[Your goal]: Gather up every line from the entries below that uses the word "Piuché".
-------- Data excerpts --------
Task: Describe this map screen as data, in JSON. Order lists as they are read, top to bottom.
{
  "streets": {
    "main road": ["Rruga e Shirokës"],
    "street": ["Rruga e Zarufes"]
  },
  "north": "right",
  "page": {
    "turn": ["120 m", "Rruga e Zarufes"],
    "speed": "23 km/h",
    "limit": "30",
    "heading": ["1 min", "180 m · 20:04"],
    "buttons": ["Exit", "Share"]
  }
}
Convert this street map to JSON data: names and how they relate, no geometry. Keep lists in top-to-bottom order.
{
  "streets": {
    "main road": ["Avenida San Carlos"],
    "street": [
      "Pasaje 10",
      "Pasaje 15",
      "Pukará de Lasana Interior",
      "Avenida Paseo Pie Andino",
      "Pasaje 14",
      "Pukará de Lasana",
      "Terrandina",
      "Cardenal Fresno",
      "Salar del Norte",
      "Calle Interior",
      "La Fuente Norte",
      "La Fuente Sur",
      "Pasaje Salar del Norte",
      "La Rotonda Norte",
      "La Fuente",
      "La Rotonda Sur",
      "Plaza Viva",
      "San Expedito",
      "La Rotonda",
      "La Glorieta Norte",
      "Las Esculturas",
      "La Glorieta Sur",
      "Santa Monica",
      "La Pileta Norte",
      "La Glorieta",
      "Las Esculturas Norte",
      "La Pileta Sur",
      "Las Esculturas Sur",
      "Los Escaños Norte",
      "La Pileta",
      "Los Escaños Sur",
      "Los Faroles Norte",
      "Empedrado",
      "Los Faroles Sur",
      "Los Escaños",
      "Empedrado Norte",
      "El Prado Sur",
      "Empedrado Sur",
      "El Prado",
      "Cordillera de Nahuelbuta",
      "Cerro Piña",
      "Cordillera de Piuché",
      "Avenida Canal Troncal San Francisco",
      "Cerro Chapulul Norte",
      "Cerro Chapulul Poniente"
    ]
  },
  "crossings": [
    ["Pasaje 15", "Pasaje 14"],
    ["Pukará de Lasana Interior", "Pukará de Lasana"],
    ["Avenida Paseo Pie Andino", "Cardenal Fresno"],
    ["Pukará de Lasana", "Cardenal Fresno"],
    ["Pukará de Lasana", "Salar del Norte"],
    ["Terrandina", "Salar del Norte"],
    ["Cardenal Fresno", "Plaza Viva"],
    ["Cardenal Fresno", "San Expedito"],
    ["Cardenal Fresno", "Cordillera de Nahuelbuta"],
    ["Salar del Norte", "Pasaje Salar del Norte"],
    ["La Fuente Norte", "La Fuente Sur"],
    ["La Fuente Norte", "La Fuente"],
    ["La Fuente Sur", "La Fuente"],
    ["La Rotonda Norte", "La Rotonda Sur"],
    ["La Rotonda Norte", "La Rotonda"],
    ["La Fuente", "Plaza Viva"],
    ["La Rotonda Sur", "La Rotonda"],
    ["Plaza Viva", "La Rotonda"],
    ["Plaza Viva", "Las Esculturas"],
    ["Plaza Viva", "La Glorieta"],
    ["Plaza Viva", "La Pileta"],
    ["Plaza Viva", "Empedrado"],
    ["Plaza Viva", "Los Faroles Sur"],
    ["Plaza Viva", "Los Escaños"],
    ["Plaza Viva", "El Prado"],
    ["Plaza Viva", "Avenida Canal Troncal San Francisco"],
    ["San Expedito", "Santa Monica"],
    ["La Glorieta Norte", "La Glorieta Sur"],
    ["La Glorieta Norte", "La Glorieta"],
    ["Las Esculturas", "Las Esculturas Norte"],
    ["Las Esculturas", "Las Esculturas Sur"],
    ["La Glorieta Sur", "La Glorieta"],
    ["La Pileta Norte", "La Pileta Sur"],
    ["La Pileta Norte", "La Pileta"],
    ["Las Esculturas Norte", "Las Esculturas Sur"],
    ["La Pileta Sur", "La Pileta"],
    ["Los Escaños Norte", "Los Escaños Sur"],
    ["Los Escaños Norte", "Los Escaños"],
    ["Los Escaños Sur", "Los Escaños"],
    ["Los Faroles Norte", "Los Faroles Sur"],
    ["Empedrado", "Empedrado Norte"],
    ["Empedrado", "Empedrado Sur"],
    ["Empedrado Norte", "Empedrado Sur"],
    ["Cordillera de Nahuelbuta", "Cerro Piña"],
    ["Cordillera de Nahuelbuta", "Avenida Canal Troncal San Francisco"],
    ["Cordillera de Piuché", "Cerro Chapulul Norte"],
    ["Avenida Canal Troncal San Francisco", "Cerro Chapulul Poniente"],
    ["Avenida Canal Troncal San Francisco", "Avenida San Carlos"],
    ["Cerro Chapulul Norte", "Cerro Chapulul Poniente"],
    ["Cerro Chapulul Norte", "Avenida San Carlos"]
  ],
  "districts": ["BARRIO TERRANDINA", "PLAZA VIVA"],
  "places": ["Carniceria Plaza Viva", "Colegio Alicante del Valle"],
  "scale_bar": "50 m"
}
--------
[Answer for the task]:
      "Cordillera de Piuché",
    ["Cordillera de Piuché", "Cerro Chapulul Norte"],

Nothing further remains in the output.